Task statement: Which lines in the records below mention the word "rows"? Copy each one out.

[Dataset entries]
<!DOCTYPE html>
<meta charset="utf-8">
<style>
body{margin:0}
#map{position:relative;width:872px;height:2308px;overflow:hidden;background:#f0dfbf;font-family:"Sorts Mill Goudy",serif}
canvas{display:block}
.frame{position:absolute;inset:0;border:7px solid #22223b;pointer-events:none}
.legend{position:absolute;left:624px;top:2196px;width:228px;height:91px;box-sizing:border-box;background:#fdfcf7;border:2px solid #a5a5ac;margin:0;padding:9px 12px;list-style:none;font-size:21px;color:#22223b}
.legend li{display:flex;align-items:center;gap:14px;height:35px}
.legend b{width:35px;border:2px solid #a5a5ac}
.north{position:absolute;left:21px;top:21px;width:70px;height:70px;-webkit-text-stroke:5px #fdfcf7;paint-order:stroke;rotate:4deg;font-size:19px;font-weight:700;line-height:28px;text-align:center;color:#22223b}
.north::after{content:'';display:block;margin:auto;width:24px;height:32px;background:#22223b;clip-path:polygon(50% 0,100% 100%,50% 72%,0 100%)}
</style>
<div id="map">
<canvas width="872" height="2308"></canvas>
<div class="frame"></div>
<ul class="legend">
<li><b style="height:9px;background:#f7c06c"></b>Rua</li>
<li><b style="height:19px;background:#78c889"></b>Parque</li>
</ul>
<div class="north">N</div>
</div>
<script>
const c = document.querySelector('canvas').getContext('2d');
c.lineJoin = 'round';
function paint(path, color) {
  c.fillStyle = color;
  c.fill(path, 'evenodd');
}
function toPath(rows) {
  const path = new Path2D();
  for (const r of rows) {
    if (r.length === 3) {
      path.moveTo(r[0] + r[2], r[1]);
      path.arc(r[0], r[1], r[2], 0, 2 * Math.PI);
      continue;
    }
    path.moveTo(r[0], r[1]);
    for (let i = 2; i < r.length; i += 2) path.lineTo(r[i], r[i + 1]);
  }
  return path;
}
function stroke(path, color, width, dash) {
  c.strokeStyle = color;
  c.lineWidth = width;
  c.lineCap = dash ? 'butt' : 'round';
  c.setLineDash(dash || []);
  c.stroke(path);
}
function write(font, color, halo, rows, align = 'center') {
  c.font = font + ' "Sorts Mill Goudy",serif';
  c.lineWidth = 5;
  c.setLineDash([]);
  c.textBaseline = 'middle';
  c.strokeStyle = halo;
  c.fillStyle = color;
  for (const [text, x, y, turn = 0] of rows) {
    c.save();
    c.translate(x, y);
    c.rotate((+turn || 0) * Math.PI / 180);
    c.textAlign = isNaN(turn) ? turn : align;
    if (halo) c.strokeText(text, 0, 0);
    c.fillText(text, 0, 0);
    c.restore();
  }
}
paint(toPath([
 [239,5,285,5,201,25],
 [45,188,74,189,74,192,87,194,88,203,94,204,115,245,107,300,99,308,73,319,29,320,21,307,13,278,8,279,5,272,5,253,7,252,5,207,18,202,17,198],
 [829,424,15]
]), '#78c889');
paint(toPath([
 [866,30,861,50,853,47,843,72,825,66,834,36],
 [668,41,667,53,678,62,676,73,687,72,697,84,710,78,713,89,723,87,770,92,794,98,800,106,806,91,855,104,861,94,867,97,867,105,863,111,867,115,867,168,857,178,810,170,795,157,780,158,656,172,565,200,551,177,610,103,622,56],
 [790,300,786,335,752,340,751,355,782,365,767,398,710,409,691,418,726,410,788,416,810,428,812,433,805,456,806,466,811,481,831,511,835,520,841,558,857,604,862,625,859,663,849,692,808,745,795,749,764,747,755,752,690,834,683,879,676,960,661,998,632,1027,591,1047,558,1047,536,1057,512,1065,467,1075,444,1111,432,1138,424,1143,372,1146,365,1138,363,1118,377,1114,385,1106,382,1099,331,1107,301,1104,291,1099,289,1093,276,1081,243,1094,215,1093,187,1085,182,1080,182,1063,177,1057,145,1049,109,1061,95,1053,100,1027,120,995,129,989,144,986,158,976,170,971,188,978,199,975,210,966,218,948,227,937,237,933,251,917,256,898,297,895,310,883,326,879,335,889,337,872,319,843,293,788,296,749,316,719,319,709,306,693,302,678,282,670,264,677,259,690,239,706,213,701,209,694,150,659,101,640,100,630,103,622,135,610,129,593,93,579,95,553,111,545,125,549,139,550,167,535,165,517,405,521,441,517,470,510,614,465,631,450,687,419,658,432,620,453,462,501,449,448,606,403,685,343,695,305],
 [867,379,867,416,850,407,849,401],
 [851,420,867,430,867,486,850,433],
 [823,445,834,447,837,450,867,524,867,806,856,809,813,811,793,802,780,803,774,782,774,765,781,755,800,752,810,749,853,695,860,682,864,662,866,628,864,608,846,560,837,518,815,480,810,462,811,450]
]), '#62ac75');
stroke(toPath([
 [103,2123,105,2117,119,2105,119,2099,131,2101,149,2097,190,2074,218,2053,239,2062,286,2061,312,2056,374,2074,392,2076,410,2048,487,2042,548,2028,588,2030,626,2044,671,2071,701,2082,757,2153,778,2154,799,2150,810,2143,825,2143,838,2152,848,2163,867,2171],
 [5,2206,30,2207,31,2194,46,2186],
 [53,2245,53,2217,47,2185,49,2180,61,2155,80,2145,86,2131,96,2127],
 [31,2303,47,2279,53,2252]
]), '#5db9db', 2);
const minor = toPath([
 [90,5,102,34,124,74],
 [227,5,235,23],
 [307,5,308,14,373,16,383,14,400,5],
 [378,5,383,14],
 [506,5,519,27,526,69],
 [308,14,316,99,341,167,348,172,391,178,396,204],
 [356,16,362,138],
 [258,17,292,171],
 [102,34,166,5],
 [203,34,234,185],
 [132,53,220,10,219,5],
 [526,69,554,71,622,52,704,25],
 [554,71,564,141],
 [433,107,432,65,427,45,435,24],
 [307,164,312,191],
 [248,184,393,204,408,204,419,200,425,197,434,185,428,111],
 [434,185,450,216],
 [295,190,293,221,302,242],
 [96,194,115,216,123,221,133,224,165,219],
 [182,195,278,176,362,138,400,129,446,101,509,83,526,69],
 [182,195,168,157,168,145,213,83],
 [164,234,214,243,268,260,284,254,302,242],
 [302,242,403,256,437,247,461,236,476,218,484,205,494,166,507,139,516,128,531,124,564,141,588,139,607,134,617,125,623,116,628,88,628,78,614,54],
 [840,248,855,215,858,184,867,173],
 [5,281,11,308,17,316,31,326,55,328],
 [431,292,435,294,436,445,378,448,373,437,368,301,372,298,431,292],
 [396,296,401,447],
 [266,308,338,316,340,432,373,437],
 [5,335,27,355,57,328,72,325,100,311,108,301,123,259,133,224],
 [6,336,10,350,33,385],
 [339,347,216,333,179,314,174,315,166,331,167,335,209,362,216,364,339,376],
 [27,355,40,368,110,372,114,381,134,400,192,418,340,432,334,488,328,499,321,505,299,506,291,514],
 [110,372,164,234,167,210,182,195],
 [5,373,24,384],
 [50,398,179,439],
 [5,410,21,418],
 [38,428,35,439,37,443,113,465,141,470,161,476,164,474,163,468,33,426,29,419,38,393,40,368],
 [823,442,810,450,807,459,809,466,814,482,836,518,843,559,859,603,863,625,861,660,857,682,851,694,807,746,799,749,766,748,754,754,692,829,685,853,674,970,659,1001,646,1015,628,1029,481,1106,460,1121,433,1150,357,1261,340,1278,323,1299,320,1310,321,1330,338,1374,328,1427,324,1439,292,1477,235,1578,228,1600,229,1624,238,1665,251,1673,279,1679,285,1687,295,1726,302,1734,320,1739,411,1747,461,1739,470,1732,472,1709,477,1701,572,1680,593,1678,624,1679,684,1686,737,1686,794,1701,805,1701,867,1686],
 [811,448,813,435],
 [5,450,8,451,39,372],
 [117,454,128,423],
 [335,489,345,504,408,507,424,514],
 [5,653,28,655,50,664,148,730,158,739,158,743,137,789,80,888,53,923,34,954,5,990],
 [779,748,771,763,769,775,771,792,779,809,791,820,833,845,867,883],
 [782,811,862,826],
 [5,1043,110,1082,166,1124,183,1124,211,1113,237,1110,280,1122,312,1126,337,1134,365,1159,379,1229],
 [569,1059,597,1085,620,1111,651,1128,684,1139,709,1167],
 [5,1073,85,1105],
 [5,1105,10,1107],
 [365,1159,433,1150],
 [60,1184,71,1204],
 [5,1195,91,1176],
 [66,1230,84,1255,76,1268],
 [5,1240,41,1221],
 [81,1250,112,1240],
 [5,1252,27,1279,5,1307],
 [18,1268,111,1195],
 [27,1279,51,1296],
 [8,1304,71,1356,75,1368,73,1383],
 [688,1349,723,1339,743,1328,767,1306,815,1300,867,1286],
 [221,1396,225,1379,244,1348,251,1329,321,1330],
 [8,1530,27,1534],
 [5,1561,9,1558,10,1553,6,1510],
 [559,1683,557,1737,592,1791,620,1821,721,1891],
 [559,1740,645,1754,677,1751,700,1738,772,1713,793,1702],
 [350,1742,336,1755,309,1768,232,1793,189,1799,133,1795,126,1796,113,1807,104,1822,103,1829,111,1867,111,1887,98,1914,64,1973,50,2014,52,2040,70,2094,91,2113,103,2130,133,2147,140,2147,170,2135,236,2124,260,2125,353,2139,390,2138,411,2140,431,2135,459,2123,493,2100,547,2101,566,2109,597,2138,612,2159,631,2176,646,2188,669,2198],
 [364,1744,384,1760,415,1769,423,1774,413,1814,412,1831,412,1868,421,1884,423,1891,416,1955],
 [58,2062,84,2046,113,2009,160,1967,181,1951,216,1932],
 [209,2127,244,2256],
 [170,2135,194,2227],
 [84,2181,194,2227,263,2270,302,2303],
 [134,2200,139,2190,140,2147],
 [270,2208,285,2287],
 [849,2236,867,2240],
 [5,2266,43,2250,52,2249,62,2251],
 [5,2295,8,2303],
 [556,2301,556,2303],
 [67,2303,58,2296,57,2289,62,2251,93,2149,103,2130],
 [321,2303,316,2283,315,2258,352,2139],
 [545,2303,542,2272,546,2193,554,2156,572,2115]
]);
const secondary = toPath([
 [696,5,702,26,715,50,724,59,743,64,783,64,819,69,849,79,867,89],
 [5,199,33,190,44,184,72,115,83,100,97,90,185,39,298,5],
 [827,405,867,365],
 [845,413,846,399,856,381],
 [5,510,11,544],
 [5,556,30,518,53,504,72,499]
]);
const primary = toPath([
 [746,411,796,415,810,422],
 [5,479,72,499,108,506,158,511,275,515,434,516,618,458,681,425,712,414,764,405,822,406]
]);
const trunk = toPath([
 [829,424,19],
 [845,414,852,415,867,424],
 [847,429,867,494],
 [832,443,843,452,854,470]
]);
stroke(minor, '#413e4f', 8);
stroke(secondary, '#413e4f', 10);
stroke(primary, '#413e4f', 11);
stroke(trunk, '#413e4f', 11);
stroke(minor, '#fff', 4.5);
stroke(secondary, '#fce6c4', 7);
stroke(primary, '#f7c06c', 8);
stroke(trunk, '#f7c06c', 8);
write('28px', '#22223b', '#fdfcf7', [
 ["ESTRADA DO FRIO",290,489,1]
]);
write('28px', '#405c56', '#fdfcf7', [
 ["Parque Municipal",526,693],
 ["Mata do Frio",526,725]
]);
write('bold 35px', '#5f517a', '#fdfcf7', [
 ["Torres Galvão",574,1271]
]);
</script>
...
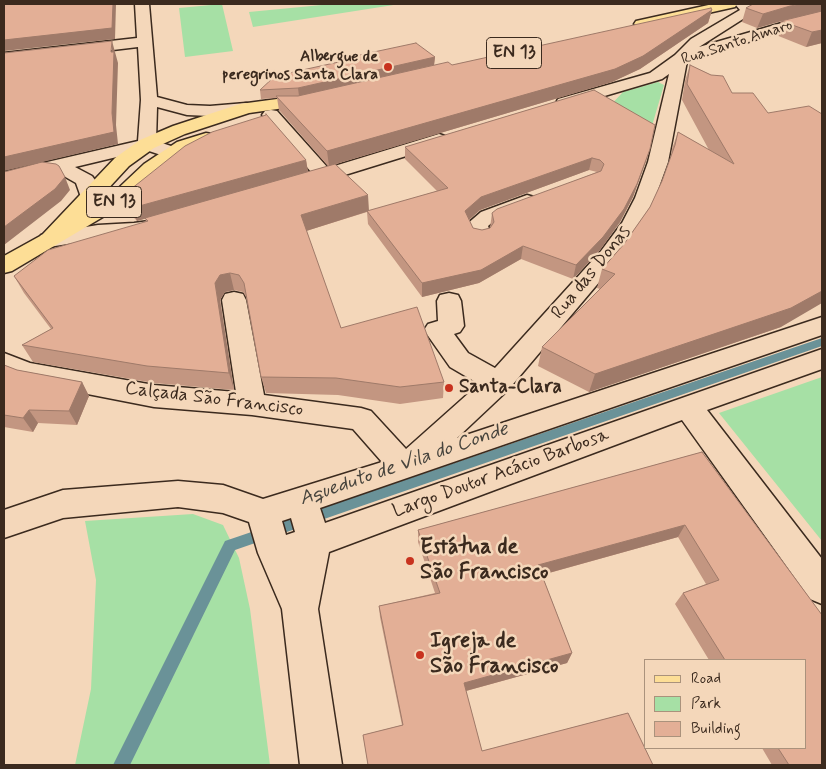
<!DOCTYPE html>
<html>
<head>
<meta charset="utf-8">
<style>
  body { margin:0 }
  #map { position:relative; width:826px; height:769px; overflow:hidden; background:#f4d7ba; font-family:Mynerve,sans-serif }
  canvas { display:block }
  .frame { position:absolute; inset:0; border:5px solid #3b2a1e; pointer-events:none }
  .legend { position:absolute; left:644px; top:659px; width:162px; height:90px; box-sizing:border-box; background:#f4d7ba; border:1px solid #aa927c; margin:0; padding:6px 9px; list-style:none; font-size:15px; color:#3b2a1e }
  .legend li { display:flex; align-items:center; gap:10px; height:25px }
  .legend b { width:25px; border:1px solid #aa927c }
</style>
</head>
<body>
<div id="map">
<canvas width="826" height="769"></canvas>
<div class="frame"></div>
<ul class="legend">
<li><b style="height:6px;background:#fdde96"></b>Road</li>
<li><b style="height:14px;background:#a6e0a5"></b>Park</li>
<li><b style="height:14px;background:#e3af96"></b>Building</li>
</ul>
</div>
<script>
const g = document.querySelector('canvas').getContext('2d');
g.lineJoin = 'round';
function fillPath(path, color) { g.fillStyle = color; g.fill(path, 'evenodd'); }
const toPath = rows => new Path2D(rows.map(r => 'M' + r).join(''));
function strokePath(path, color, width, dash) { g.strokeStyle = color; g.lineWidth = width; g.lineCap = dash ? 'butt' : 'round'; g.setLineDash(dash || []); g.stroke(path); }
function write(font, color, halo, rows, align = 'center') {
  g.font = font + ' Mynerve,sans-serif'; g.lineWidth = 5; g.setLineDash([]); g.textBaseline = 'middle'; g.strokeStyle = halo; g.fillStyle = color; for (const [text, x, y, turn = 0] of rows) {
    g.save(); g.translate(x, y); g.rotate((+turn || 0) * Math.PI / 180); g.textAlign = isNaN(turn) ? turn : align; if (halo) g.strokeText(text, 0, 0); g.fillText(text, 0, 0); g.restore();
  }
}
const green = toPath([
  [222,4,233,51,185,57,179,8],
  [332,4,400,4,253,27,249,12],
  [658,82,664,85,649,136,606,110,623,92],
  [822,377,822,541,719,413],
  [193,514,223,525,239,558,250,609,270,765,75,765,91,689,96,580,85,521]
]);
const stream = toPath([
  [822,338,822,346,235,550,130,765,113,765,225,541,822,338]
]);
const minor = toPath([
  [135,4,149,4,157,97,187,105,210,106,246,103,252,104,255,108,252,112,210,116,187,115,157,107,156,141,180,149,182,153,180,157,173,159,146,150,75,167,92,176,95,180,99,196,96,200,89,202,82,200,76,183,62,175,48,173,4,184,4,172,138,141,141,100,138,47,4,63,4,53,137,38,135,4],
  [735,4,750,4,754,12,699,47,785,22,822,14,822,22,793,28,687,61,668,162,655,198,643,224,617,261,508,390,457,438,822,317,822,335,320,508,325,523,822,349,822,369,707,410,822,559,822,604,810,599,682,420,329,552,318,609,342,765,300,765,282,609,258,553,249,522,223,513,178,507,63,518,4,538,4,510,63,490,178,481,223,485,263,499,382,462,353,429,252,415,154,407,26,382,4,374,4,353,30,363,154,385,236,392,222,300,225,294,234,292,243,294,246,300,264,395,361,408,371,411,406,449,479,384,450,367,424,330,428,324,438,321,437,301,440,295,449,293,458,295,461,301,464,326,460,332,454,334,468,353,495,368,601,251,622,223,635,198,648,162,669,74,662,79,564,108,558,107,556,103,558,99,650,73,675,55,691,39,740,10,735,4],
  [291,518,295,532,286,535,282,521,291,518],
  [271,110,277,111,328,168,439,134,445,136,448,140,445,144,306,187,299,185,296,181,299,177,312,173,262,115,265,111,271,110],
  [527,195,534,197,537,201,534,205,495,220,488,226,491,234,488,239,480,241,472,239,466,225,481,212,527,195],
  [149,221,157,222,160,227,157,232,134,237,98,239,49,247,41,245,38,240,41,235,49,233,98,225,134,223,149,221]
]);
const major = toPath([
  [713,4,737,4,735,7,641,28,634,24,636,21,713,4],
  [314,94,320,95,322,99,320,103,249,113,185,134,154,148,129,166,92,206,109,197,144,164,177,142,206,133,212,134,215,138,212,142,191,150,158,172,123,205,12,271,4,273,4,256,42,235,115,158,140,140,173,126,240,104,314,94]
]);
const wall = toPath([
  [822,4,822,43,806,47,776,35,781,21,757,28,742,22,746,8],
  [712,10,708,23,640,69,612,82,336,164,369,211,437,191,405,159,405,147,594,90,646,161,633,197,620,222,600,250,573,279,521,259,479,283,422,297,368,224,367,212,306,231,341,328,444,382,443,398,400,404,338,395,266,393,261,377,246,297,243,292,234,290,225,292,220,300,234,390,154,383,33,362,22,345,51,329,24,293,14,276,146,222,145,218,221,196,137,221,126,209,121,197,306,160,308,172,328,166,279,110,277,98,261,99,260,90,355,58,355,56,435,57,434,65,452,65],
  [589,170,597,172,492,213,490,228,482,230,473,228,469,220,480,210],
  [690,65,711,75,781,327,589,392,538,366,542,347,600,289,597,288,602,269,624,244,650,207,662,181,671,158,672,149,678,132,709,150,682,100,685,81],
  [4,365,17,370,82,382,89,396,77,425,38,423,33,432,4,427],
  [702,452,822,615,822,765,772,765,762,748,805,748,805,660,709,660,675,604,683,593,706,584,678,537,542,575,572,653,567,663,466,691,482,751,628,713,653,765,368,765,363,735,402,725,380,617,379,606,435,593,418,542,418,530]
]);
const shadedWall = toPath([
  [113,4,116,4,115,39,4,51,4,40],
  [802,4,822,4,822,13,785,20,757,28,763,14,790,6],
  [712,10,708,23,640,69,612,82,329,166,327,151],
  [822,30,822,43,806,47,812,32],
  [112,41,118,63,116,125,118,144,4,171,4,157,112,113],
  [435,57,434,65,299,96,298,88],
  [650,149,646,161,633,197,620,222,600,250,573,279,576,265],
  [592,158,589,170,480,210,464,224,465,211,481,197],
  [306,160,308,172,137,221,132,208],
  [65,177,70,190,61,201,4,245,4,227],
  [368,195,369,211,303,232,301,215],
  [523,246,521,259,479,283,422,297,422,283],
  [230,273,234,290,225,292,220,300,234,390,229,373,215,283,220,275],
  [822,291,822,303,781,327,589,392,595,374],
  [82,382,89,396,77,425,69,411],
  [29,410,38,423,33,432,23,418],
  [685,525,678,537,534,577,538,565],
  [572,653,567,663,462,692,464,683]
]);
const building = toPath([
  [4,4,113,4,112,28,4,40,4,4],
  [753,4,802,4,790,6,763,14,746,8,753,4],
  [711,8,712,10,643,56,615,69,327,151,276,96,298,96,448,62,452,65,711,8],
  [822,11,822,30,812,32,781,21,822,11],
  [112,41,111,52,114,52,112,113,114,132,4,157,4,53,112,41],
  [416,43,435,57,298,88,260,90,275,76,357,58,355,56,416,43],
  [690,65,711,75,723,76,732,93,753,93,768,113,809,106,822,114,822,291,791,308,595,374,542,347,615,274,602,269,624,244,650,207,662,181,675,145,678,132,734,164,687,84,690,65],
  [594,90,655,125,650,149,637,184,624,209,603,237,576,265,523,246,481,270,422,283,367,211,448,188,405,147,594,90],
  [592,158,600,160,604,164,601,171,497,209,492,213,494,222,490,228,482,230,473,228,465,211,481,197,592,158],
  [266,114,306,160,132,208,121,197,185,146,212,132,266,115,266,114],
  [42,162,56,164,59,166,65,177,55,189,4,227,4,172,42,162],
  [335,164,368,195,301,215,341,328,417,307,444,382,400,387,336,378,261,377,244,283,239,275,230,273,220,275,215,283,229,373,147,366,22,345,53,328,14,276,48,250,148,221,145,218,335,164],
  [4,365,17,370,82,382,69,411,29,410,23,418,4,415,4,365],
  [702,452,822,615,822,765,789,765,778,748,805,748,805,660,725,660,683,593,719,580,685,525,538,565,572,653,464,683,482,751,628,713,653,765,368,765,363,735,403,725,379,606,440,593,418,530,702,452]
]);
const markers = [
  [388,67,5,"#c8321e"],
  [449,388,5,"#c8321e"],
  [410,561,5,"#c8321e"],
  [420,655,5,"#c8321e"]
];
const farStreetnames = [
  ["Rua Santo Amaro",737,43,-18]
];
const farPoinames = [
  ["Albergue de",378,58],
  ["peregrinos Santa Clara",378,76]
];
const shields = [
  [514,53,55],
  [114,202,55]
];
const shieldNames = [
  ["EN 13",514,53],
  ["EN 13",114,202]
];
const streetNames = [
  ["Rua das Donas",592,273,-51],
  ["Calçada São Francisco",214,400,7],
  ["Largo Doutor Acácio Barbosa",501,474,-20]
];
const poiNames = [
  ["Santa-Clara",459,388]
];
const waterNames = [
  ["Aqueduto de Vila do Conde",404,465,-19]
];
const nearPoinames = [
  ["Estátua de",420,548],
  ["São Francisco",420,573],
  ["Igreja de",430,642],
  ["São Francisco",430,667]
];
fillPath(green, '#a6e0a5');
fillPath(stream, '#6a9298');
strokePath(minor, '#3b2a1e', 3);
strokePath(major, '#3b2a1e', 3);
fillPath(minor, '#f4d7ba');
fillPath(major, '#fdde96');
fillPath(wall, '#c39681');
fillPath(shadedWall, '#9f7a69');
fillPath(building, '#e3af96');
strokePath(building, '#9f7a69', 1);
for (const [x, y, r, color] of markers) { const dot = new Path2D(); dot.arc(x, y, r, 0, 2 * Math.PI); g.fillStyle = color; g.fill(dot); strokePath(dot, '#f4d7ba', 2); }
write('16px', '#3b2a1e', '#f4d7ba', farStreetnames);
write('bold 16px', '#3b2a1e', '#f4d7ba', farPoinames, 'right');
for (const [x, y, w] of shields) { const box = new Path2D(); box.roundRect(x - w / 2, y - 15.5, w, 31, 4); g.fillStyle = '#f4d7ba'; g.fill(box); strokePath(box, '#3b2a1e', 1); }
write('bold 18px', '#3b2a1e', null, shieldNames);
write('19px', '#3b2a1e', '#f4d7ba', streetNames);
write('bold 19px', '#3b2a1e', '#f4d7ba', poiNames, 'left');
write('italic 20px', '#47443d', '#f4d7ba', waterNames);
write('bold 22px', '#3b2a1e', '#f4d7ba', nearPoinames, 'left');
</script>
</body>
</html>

Solution to the exercise:
function toPath(rows) {
  for (const r of rows) {
function write(font, color, halo, rows, align = 'center') {
  for (const [text, x, y, turn = 0] of rows) {
const toPath = rows => new Path2D(rows.map(r => 'M' + r).join(''));
function write(font, color, halo, rows, align = 'center') {
  g.font = font + ' Mynerve,sans-serif'; g.lineWidth = 5; g.setLineDash([]); g.textBaseline = 'middle'; g.strokeStyle = halo; g.fillStyle = color; for (const [text, x, y, turn = 0] of rows) {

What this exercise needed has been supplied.